What you will do> Across the entries below, tally every line that holds the word "rows". Give only the tally.

Working data>
----------------
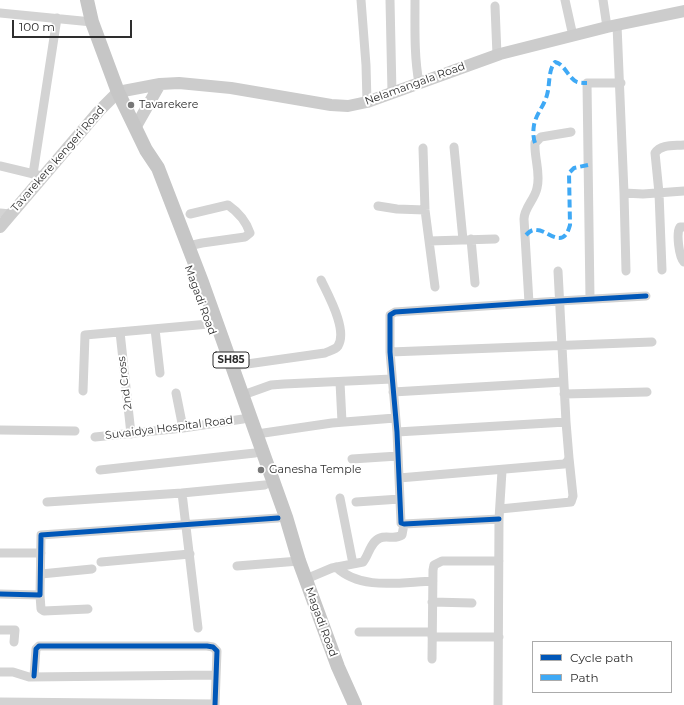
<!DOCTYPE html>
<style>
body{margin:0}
#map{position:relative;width:684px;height:705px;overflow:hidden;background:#fff;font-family:Montserrat,sans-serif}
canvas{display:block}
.legend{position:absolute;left:532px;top:641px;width:140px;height:52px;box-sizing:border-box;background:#fff;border:1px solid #ababab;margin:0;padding:5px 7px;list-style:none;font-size:12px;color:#2e2e2e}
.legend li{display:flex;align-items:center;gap:8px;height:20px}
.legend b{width:20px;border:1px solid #ababab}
.scale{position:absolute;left:12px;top:20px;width:120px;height:18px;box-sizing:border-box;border:2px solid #2e2e2e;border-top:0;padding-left:5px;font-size:12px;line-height:14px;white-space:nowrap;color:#2e2e2e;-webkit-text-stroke:3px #fff;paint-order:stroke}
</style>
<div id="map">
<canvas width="684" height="705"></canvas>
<ul class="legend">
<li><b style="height:5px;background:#0057b8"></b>Cycle path</li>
<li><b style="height:5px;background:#3fa9f5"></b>Path</li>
</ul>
<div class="scale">100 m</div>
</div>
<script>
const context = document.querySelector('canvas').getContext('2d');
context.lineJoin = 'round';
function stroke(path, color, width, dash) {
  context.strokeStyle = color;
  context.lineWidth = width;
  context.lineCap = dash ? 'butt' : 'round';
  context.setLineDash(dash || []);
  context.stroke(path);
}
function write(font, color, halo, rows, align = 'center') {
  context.font = font + ' Montserrat,sans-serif';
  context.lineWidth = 4;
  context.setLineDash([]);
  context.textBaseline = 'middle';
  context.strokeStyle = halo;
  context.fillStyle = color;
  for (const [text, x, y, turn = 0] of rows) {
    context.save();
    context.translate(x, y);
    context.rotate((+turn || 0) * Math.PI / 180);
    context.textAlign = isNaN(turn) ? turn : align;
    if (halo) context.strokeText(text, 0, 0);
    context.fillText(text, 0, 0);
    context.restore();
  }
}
stroke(new Path2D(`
 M 361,0 L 366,65 L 367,102
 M 390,0 L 392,93
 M 415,0 C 415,28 414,56 419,83
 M 565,0 L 573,36
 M 603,0 L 607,27
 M 495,6 L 497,55
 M 0,13 L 92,22
 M 617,25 L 624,193 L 643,194 L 684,191
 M 454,147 L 463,240
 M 423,148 L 425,210 L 435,287
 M 0,166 L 38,175
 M 33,174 L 57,18
 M 624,193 L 626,271
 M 378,206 L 397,209 L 425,210
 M 0,213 L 11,214
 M 684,227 L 680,227 C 676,233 679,257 684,262
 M 471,239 L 475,283
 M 429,241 L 495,239
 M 188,246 L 202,243 L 245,237 L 250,233 C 246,221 238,212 228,205 L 190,214
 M 662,270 L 659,193 L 655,153 C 661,144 674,146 684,145
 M 590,299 L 587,83 L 621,83
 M 529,303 L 524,219 C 524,208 535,199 537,188 C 541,173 534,158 535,143 L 541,137 L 571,132
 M 155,329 L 160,373
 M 120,332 L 131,434
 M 390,352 L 652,342
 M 233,366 L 325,353 C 329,351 335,350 338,346 C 348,330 328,295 321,280
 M 340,382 L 342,422
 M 83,391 L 85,335 L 209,324
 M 393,392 L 563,382
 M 176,393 L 183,428
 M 564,394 L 647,392
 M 243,395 L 271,385 L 284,384 L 392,379
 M 0,430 L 75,431
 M 397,432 L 566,422 L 558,271
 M 257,434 L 332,423 L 395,418
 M 95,437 L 183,428 L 243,419
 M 352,459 L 398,456
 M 100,470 L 255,453
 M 399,478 L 564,464 L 567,462 L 569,458 L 566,422
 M 182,493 L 198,628
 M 340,498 L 353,564
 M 47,502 L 182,493 L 265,485
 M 356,502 L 400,499
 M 500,509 L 571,502 L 573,496 L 569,458
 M 499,519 L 404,524 L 401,523 L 397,432 L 390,352 L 390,315 L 395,312 L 559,301 L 646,296
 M 0,553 L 41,553
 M 101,562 L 190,554
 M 237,566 L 299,561
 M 336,567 C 361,591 401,582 433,581
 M 41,574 L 92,569
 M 306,579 L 332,568 L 363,562 C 369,555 370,542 380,538 C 387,535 395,540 402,535 L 404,524
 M 0,594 L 40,595 L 41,535 L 278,518
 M 40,595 L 41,609 L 44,611 L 88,609
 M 432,602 L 472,603
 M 0,630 L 15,630 L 14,642
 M 359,632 L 432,632
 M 432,637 L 499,637
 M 432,659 L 433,570 L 434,565 L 442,561 L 499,561
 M 0,672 L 13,672 L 29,677 L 216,675
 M 34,676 L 36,649 L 39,646 L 207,646 L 213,647 L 217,651 L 215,705
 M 0,702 L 215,704
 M 498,705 L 499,519 L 502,471`), '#d3d3d3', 9);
stroke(new Path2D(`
 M 135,128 L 160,84
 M 0,227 L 99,111 L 118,92 L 160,84 L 179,83 L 231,88 L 331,105 L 348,106 L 367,102 L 475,63 L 500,54 L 607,27 L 684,11`), '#ccc', 12);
stroke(new Path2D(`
 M 87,0 L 92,22 L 118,92 L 146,150 L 158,168 L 202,282 L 286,517 L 299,561 L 338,667 L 355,705`), '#c6c6c6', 14);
stroke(new Path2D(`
 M 535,143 C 533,137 533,131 534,125 C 536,114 544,106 547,95 C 550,85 548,70 555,62 C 565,64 568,78 577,82 C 580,83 584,83 587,83
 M 526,235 C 529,232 532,229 537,230 C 548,230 563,251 570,225 L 569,173 L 574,168 L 588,165`), '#3fa9f5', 4, [8, 4]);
stroke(new Path2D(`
 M 499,519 L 404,524 L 401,523 L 397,432 L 390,352 L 390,315 L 395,312 L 559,301 L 646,296
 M 0,594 L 40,595 L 41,535 L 278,518
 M 34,676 L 36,649 L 39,646 L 207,646 L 213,647 L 217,651 L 215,705`), '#0057b8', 5);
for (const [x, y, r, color] of [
 [131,105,4,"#777"],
 [261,470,4,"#777"]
]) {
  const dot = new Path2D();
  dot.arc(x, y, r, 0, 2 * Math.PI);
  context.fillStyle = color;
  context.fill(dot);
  stroke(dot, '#fff', 1.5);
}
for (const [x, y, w] of [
 [231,360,36]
]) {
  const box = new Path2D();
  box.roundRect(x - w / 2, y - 8, w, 16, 3);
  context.fillStyle = '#fff';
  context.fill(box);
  stroke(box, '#2e2e2e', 1);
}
write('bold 10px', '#2e2e2e', null, [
 ["SH85",231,360]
]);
write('11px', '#2e2e2e', '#fff', [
 ["Nelamangala Road",415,84,-20],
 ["Tavarekere kengeri Road",58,159,-49],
 ["Magadi Road",200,300,70],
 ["2nd Cross",125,383,-97],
 ["Suvaidya Hospital Road",169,428,-7],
 ["Magadi Road",321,622,70]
]);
write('11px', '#2e2e2e', '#fff', [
 ["Tavarekere",139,105],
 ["Ganesha Temple",269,470]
], 'left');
</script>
----------------
Solution for this exercise> 2